When Kotaro Nakamura came from Yokohama to learn English at SDSU’s American Language Institute (ALI) in 1977, he thought he’d be on campus for a couple years before going back to Japan.

Nearly four decades later, he’s still on campus now, as the director of SDSU’s School of Art and Design.

After passing the TOEFL test through ALI, Nakamura became a graduate student at the School of Art and Design from 1978-80. A professor convinced him to stick around for a year and complete his practical training by teaching.

“At that point, I planned on going back to Japan,” he said. “Then I met a girl on campus and decided to stay.”

The girl, Katherine, was an English major. She and Nakamura have been married 36 years.

“This is not how I planned it,” he said. “Things happened that way. I had planned on going back to Japan to be with my friends and family. In hindsight, I’m very lucky to be here.”

Nakamura remembers coming to the ALI when classes were held in a two-story apartment building near the former SDSU student health center, which was across Campanile Drive from the modern Gateway Center that now hosts the ALI.

“The teachers were great,” he said. “They really cared about students. They helped you make the transition from a foreign student to a native speaker. I appreciated their care.”

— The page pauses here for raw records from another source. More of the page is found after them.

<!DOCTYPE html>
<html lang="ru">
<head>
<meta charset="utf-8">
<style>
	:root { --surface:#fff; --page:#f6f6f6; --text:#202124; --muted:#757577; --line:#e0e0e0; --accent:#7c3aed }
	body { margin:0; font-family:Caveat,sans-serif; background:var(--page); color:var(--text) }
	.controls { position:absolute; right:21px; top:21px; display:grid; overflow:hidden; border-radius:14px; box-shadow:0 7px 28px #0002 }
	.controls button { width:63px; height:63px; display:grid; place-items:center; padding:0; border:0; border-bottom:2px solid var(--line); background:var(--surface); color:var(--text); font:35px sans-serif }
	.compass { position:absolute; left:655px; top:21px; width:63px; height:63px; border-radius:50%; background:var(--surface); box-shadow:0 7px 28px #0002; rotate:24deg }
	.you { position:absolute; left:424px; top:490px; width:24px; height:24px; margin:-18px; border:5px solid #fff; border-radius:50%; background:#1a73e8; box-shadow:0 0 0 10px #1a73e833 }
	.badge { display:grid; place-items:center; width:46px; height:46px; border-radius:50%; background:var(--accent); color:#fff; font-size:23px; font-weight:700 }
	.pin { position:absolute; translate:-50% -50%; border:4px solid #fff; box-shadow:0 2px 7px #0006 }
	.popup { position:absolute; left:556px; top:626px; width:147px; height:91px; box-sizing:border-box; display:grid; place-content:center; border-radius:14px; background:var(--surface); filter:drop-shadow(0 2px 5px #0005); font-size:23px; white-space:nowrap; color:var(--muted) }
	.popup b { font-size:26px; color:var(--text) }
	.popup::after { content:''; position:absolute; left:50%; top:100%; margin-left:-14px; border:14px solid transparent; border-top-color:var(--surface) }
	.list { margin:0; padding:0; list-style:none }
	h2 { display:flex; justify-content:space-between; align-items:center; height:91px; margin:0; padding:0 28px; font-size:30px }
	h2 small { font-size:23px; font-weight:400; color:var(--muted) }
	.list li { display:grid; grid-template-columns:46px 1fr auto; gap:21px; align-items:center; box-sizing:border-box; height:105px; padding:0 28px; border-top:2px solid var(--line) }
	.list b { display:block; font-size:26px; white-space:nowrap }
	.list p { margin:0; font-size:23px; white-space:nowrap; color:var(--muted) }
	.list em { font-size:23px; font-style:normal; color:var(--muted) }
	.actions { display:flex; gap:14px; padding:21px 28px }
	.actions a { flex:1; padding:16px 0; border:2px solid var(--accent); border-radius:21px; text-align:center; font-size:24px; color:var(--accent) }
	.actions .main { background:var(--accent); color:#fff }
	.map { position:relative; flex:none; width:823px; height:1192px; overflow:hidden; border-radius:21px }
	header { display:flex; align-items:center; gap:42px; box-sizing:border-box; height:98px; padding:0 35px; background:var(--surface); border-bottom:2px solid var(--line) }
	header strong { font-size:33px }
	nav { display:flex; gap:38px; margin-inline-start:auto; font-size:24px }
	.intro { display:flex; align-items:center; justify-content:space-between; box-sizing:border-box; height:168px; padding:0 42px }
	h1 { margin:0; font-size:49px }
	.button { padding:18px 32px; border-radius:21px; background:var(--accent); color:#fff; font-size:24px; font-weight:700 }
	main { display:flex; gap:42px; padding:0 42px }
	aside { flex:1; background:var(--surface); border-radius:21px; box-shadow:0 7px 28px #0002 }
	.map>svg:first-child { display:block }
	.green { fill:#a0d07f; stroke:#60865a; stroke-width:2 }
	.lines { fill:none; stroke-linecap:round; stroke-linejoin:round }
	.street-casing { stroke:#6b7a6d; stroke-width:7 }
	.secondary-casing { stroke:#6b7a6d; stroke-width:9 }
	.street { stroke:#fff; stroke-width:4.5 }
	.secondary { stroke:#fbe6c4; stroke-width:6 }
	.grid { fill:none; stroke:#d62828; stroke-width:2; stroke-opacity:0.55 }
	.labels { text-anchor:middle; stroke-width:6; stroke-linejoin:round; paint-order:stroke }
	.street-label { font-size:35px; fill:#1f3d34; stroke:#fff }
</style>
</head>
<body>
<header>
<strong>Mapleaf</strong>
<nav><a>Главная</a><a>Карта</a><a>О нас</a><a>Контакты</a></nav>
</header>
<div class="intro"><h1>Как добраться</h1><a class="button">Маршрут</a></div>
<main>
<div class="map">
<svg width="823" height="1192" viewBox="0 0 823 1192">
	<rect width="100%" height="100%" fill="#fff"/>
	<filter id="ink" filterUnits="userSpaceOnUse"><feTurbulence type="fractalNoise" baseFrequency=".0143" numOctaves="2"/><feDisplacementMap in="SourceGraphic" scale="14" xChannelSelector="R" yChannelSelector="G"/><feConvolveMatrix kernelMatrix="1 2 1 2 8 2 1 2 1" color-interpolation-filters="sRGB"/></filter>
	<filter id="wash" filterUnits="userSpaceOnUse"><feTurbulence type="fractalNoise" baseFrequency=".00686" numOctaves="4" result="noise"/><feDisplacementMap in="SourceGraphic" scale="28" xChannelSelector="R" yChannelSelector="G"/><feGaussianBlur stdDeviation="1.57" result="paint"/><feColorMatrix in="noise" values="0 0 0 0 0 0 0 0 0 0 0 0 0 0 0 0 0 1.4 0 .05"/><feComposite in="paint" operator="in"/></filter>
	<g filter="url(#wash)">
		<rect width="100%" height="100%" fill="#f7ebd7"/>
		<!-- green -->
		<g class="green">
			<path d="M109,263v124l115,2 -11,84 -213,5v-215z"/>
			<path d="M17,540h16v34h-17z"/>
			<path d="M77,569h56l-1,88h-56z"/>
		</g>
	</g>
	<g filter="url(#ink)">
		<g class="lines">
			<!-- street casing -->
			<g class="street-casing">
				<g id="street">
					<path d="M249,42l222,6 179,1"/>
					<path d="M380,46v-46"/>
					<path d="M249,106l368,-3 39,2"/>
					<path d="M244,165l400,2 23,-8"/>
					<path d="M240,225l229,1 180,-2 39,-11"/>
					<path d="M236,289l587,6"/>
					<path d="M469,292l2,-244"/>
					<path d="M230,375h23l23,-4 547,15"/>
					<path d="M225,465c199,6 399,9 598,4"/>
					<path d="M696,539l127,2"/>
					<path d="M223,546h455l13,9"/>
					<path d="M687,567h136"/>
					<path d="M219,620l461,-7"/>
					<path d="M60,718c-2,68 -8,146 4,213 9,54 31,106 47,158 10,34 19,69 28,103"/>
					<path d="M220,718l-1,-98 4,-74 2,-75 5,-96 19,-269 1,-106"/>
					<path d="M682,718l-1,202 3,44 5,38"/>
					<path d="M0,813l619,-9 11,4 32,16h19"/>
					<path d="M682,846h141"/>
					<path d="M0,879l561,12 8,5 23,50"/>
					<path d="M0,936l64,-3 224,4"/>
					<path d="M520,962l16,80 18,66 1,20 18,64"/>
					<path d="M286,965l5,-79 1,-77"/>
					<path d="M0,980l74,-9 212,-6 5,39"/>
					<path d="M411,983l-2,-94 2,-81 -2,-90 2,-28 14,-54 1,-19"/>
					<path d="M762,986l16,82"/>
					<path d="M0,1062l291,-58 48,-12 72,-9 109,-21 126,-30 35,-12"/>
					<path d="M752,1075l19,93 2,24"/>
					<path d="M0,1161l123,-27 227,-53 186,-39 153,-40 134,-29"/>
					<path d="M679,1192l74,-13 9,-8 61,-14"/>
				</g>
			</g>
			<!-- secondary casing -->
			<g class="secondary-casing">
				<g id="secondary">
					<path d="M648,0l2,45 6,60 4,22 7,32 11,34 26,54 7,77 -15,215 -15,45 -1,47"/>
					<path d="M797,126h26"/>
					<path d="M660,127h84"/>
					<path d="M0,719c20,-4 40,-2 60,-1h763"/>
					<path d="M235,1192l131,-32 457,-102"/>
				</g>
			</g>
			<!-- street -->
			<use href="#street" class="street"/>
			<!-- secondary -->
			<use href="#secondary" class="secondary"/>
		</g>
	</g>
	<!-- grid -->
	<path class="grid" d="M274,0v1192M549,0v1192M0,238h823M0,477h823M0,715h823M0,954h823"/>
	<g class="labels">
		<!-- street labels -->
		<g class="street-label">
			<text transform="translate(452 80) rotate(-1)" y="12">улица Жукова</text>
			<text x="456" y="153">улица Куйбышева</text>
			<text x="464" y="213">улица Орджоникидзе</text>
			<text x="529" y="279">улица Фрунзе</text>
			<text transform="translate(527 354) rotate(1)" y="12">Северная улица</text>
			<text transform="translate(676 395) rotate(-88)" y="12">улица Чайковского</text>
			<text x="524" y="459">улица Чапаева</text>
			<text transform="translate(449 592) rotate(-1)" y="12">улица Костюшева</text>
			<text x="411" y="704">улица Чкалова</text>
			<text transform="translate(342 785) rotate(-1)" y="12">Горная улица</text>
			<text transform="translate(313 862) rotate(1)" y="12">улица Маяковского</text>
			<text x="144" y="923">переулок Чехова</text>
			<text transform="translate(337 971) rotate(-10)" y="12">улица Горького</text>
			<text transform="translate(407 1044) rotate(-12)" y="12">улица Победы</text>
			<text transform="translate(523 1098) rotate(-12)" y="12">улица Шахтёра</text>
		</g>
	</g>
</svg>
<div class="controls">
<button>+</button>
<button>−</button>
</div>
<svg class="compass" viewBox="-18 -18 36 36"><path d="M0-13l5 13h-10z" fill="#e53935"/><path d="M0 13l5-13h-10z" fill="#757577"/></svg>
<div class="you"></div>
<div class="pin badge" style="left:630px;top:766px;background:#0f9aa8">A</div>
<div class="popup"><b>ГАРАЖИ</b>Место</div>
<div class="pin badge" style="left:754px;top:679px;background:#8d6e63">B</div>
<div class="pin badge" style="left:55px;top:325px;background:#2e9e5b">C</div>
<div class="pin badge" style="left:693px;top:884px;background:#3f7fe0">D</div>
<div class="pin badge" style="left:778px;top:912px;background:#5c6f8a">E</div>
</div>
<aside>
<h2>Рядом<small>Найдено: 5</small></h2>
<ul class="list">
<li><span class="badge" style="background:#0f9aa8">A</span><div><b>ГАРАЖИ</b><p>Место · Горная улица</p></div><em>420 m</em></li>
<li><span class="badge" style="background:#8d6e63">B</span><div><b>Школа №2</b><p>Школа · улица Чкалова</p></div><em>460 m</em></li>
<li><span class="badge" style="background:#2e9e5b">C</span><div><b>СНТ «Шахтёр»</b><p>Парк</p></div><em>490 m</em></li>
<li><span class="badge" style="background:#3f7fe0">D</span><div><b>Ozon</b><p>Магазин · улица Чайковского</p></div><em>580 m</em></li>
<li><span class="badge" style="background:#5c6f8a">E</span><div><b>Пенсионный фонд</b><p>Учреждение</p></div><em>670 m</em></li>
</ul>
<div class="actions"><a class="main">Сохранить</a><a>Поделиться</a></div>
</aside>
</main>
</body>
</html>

Their nurturing extended beyond the classroom. Nakamura noted that his teachers even helped him with tasks such as using a checkbook.

Nakamura came to SDSU before the days of the internet, discovering the campus through a Tokyo travel agency brochure. He said he was attracted to the university because of its environmental design program.

When Nakamura arrived at SDSU, he could not speak English even though he had studied the language for several years through middle school, high school, and three years at a Japanese university.

“The Japanese education is based on reading and writing, not speaking,” he said. “I hung around Japanese students and spoke Japanese because I was scared. My English became much better after I met my girlfriend.”

Even after all these years in San Diego, Nakamura sometimes wonders what life back in Japan would have been like for him.

“Once in a while, I do get to go back,” he said. “My friends there seem so old. It’s a very tough life in Japan. The stress level there is much higher versus San Diego.”

Nakamura advanced to the level of interim director at SDSU’s College of Art and Design in 2013, and became the permanent director in 2015.

Outside of SDSU, Nakamura is the owner of RNT Architects, an architectural design and master planning business.

“My teaching and practice feed off each other,” he said. “What I teach in the classroom is directly influenced from my practice. If I was just teaching, I wouldn’t learn what is going on in the practice of design.”

Nakamura also reaches out to advanced level ALI students at their orientation to enroll in regular courses on campus.

“I tell the students that I was once one of them,” he concluded. “It’s interesting to look at the students and see myself from years ago.”